Work required> Output the entries below unchanged, except for the pictures.

── Exercise data ──

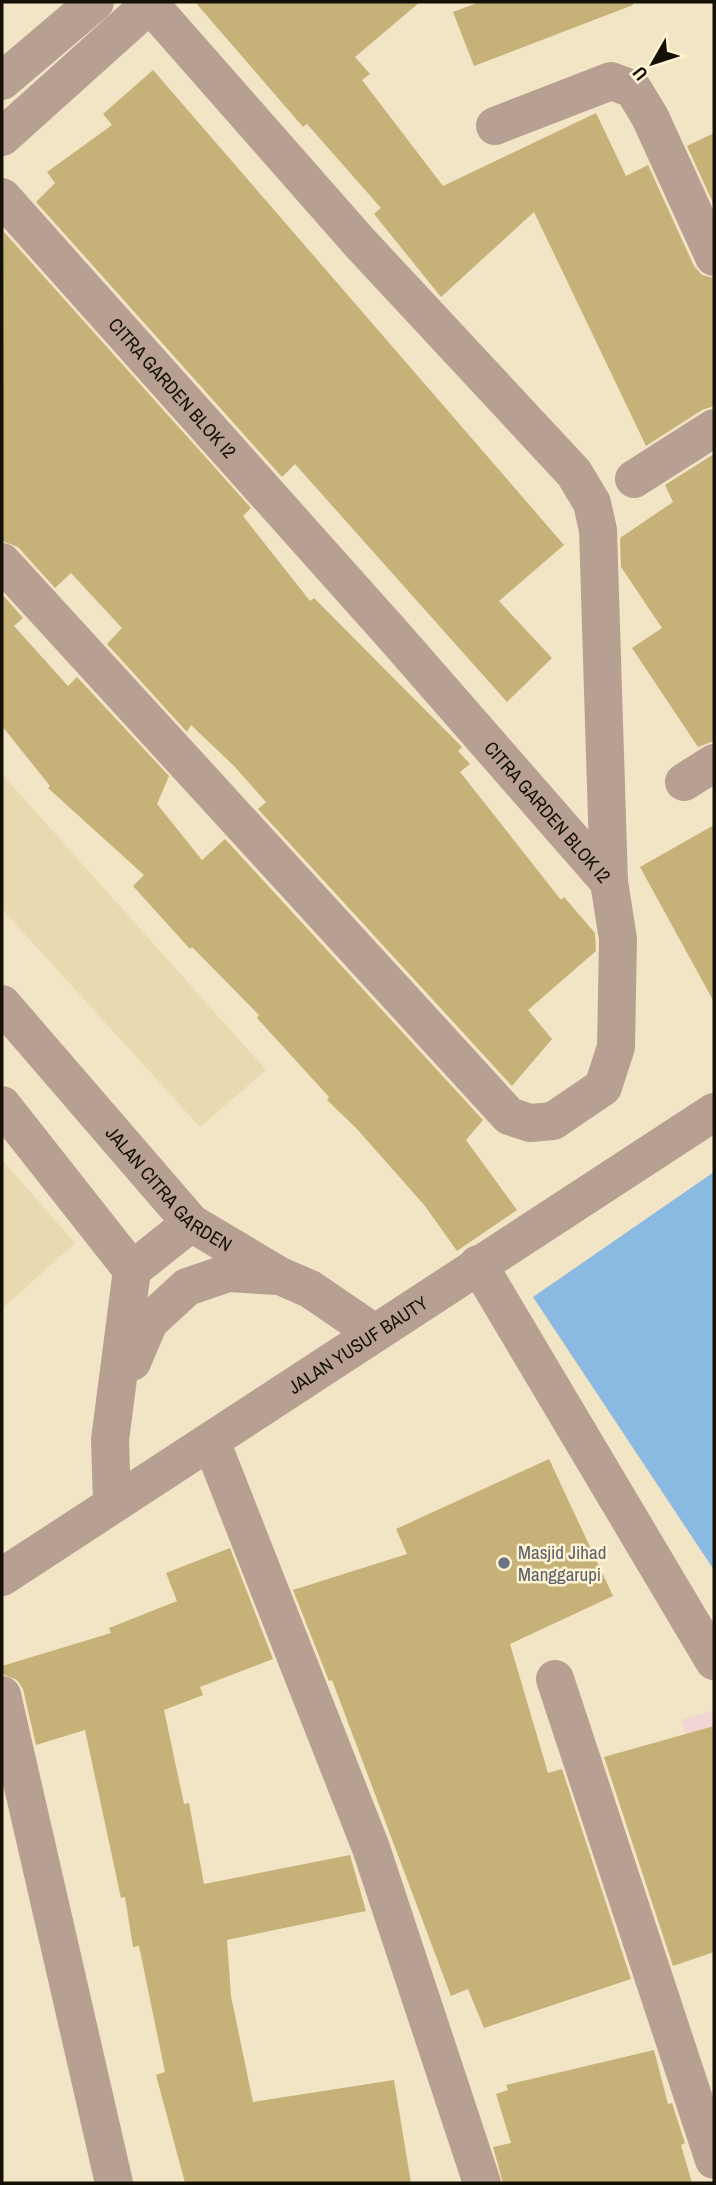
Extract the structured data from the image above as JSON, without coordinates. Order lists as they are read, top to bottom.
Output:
{
  "streets": {
    "street": ["CITRA GARDEN BLOK I2", "JALAN CITRA GARDEN", "JALAN YUSUF BAUTY"]
  },
  "crossings": [
    ["JALAN CITRA GARDEN", "JALAN YUSUF BAUTY"]
  ],
  "places": ["Masjid Jihad Manggarupi"],
  "north": "bottom left"
}
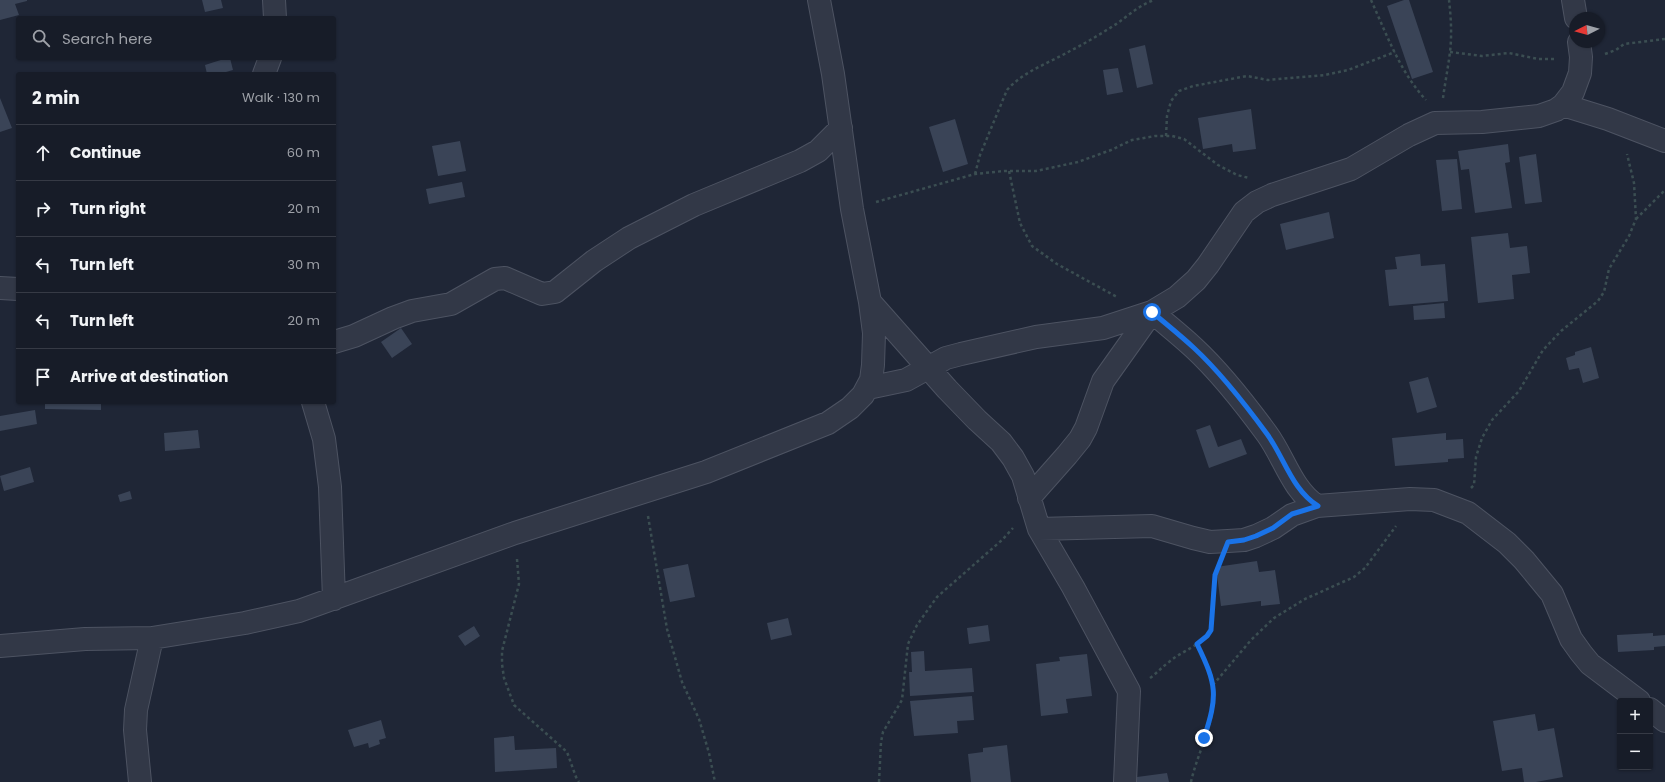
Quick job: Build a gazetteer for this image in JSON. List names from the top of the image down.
{
  "north": "left",
  "page": {
    "search": "Search here",
    "heading": ["2 min", "Walk · 130 m"],
    "list": [
      ["Continue", "60 m"],
      ["Turn right", "20 m"],
      ["Turn left", "30 m"],
      ["Turn left", "20 m"],
      "Arrive at destination"
    ],
    "map_buttons": ["+", "−"]
  }
}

───

Answer for the task>
Extract the structured data from the image above as JSON, without coordinates. Order lists as they are read, top to bottom.
Output:
{
  "streets": {
    "street": ["CITRA GARDEN BLOK I2", "JALAN CITRA GARDEN", "JALAN YUSUF BAUTY"]
  },
  "crossings": [
    ["JALAN CITRA GARDEN", "JALAN YUSUF BAUTY"]
  ],
  "places": ["Masjid Jihad Manggarupi"],
  "north": "bottom left"
}
Quick job: Build a gazetteer for this image in JSON. List names from the top of the image down.
{
  "north": "left",
  "page": {
    "search": "Search here",
    "heading": ["2 min", "Walk · 130 m"],
    "list": [
      ["Continue", "60 m"],
      ["Turn right", "20 m"],
      ["Turn left", "30 m"],
      ["Turn left", "20 m"],
      "Arrive at destination"
    ],
    "map_buttons": ["+", "−"]
  }
}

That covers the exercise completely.